В это время, меняя курс, «Вьюга» легла на борт, и матросов швырнуло к двери.
— На море бывает всякое! — с видом заправского моряка заметил Тулупов. — Мне вот один мичман рассказывал: есть такие моря — вода от соли тяжелее железа. Якорь бросят, а он не тонет. Второй бросят — тоже не тонет! Кругом акулы так и шныряют, а боцман кричит: «Чего, салаги, смотрите?! А ну, бросайтесь в море топить якоря!»
— Ты же сказал, Федя, в море акулы, — напомнил, сдерживая улыбку, Нагорный.
— Ничего не сделаешь — служба! — ответил Федя. — Боцман приказывает — выполняй!
— Ну, ну, трави, Федя, через клюз помалу! — подмигнув Андрею, сказал Лаушкин.
Он был любителем морских словечек.
Снова удар большой волны пришелся по борту, швырнув их к двери, ведущей на ют.

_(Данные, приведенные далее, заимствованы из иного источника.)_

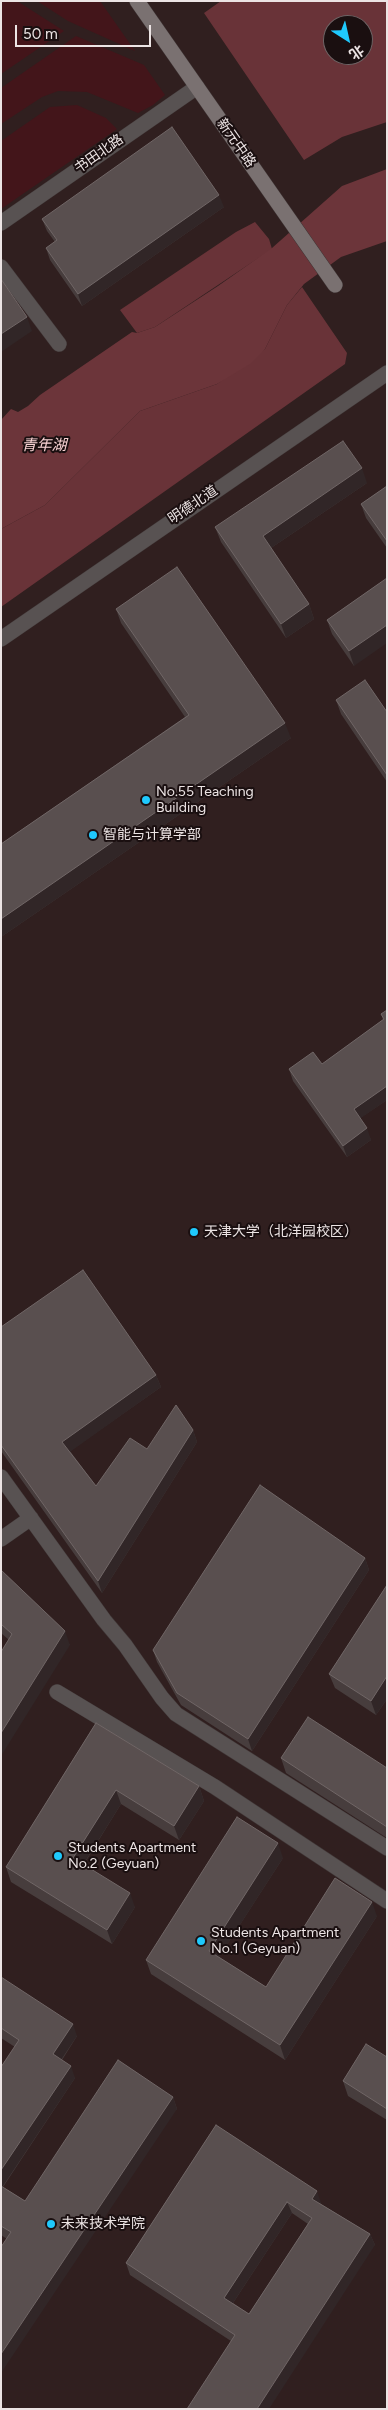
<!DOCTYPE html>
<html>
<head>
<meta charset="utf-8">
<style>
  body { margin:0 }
  #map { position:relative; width:388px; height:2410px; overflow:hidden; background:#231819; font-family:Figtree,"Noto Sans SC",sans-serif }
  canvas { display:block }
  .frame { position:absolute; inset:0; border:2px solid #ece4e4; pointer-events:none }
  .north { position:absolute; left:323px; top:15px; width:50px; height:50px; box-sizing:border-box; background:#1a0f10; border:1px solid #6e6465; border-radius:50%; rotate:145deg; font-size:14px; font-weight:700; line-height:20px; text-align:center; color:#ece4e4 }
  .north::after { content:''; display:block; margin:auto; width:18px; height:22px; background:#1fc9fd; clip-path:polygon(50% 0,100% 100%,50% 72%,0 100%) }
  .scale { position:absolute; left:15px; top:25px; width:136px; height:22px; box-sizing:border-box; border:2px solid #ece4e4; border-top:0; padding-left:6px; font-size:15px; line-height:18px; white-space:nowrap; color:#ece4e4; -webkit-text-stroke:4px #1a0f10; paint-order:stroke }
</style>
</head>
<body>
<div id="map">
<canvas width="388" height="2410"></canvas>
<div class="frame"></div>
<div class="north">北</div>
<div class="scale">50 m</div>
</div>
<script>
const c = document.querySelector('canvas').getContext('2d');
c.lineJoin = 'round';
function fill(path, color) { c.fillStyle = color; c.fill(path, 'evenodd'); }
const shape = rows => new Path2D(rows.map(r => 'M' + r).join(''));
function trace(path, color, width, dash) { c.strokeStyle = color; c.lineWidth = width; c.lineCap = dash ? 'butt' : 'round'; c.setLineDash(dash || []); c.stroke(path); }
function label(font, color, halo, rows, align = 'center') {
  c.font = font + ' Figtree,"Noto Sans SC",sans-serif'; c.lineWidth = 4; c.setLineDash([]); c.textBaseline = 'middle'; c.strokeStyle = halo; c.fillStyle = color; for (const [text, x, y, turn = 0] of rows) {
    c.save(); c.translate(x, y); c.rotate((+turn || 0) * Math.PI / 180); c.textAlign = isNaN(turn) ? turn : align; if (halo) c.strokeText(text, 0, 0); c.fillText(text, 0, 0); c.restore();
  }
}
const built = shape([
  [1,1,387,1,387,2409,1,2409],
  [333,25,363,25,363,55,333,55]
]);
const green = shape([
  [1,1,17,1,64,31,1,74],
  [37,1,100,1,135,51,68,21],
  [76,36,144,65,165,95,153,105,138,113,87,92,58,91,42,97,1,124,1,88],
  [77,105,106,118,117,129,1,209,1,141,50,107]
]);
const forest = shape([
  [221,1,387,1,387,122,342,137,304,160,204,13],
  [333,25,363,25,363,55,333,55],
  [255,222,269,239,272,249,155,327,137,333,120,310,236,232],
  [302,287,347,353,345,364,1,607,1,529,45,505,140,411,217,384,265,349,287,305]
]);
const water = shape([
  [387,169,387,241,341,257,304,284,287,305,265,349,250,364,217,384,140,411,45,505,1,529,1,420,11,409,18,412,28,406,40,395,132,332,137,333,155,327,218,286,272,248,342,186]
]);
const street = shape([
  [1,223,197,87],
  [1,267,59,344],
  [1,639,387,373],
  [1,1477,104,1620,125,1645,162,1698,176,1714,387,1848],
  [1,1539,31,1518],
  [57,1692,215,1787,387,1901]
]);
const secondary = shape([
  [137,1,335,285]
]);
const wall = shape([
  [224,207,82,306,50,260,46,248,55,242,47,231,42,219],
  [367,483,271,548,309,604,314,619,286,638,221,542,215,527],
  [387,486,387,548,366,518,361,504],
  [387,578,354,666,332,634,327,620],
  [116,609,291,738,1,937,1,844,185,717,121,623],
  [336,700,387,712,387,782,341,714],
  [387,1010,387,1100,360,1118,371,1140,347,1157,293,1081,289,1069,322,1064,383,1020,381,1014],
  [1,1327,156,1375,161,1387,70,1451,96,1486,147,1449,193,1430,197,1442,102,1593,1,1451],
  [365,1558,369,1570,252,1751,181,1705,157,1662,153,1650],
  [1,1570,70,1645,9,1640,1,1633],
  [387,1585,387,1699,376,1715,335,1688,329,1674],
  [96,1723,199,1786,204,1801,179,1840,121,1804,84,1864,135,1907,112,1944,11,1882,6,1867],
  [281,1758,387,1768,387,1838,286,1773],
  [283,1858,219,1957,266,1987,377,1916,285,2060,151,1974,146,1960],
  [1,1977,77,2036,62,2060,75,2078,3,2187,25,2201,173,2097,177,2109,7,2239,1,2235,1,2067,15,2047,1,2038],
  [387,2057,387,2120,348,2096,343,2081],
  [216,2125,321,2203,321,2204,370,2234,375,2245,231,2341,130,2275,126,2263],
  [292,2213,308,2224,249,2314,233,2303]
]);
const shadedWall = shape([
  [219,195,224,207,82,306,78,294],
  [27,317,32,331,1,352,1,334],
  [362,468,367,483,268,550,263,536],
  [309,604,314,619,286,638,281,624],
  [387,625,387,643,354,666,349,651],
  [285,723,291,738,1,937,1,919],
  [387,1086,387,1100,358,1120,354,1109],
  [367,1128,371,1140,347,1157,343,1146],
  [156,1375,161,1387,67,1454,62,1442],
  [193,1430,197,1442,102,1593,98,1581],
  [365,1558,369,1570,252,1751,248,1739],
  [65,1631,70,1645,1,1756,1,1733],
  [387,1676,387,1699,376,1715,371,1701],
  [199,1786,204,1801,179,1840,174,1826],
  [116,1790,121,1804,78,1873,73,1858],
  [278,1843,283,1858,214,1965,209,1951],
  [130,1893,135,1907,112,1944,107,1930],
  [372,1902,377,1916,285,2060,280,2045],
  [73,2024,77,2036,57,2066,53,2054],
  [71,2066,75,2078,1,2189,1,2170],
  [173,2097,177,2109,1,2373,1,2354],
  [317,2191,321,2203,316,2211,312,2199],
  [287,2202,292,2213,229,2309,224,2298],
  [370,2234,375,2245,269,2409,257,2409]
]);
const building = shape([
  [172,127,219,195,78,294,46,248,57,240,42,219,172,127],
  [1,279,27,317,1,334,1,279],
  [343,441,362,468,263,536,309,604,281,624,215,527,343,441],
  [387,486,387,541,361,504,387,486],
  [177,567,285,723,1,919,1,844,189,715,116,609,177,567],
  [387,578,387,625,349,651,327,620,387,578],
  [365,680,387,712,387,775,336,700,365,680],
  [387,1010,387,1086,354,1109,367,1128,343,1146,289,1069,313,1052,322,1064,384,1019,381,1014,387,1010],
  [83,1270,156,1375,62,1442,96,1486,130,1438,147,1449,176,1405,193,1430,98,1581,1,1445,1,1327,83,1270],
  [260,1485,365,1558,248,1739,177,1693,153,1650,260,1485],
  [1,1570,65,1631,1,1733,1,1652,12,1634,1,1624,1,1570],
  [387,1585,387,1676,371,1701,329,1674,387,1585],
  [308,1717,387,1768,387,1827,281,1758,308,1717],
  [96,1723,199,1786,174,1826,116,1790,73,1858,130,1893,107,1930,6,1867,96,1723],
  [237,1817,278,1843,209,1951,266,1987,335,1878,372,1902,280,2045,146,1960,237,1817],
  [1,1977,73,2024,53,2054,71,2066,1,2170,1,2067,19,2040,1,2028,1,1977],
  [366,2044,387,2057,387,2109,343,2081,366,2044],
  [118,2060,173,2097,1,2354,1,2247,11,2232,1,2226,1,2186,25,2201,118,2060],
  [216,2125,317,2191,312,2199,370,2234,257,2409,187,2409,235,2335,126,2263,216,2125],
  [287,2202,312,2218,249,2314,224,2298,287,2202]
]);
const markers = [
  [146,800,5,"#1fc9fd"],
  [93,835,5,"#1fc9fd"],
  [194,1232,5,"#1fc9fd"],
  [58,1856,5,"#1fc9fd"],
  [201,1941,5,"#1fc9fd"],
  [51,2224,5,"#1fc9fd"]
];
const streetNames = [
  ["新元中路",236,143,55],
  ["书田北路",99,154,-35],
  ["明德北道",193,505,-34]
];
const poiNames = [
  ["No.55 Teaching",156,792],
  ["Building",156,808],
  ["智能与计算学部",103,835],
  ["天津大学（北洋园校区）",204,1232],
  ["Students Apartment",68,1848],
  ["No.2 (Geyuan)",68,1864],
  ["Students Apartment",211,1933],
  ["No.1 (Geyuan)",211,1949],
  ["未来技术学院",61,2224]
];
const waterNames = [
  ["青年湖",44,446]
];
fill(built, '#301f1f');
fill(green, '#43151a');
fill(forest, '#693338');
fill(water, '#6c353a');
trace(street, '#3f3535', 16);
trace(secondary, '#3f3535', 16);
trace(street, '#585252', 15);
trace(secondary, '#7a7171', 15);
fill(wall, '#473d3d');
fill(shadedWall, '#312627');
fill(building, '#594f4f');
trace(building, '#706666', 1);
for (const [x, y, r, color] of markers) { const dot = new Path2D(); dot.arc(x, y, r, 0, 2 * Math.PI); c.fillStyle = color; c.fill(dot); trace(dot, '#1a0f10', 2); }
label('14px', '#ece4e4', '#1a0f10', streetNames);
label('14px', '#ece4e4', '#1a0f10', poiNames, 'left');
label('italic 15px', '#f9d3d4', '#1a0f10', waterNames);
</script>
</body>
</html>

Нагорный подумал о том, что наверху сейчас волны врываются на полубак до самого волнореза… Почему-то, думая о волне, в поисках сравнения Андрей представлял себе оркестровую раковину в городском парке. Эта раковина, где по выходным дням играл духовой оркестр, была удивительно похожа на большую взметнувшуюся волну.
Размышления Нагорного прервал боцман. Ясачный неслышно подошел к ним, взял из рук Андрея кранец, придирчиво проверил оплетку, затем, окинув взглядом матросов, приказал:
— Нагорный, впередсмотрящим! Заступить на вахту в первую смену! Одежда штормовая!
Повторив приказание, Нагорный спустился в кубрик, натянул стеганые брюки, резиновые сапоги, теплую, с капюшоном куртку и поднялся на полубак.
Ветер гнал большую океанскую волну. Высоко вздымаясь и оскалив зубы пенистого гребня, волна ударялась о нос корабля и в еще не утраченном порыве разбивалась о волнорез, обдавая пушку и надстройки полубака брызгами, стынувшими на лету.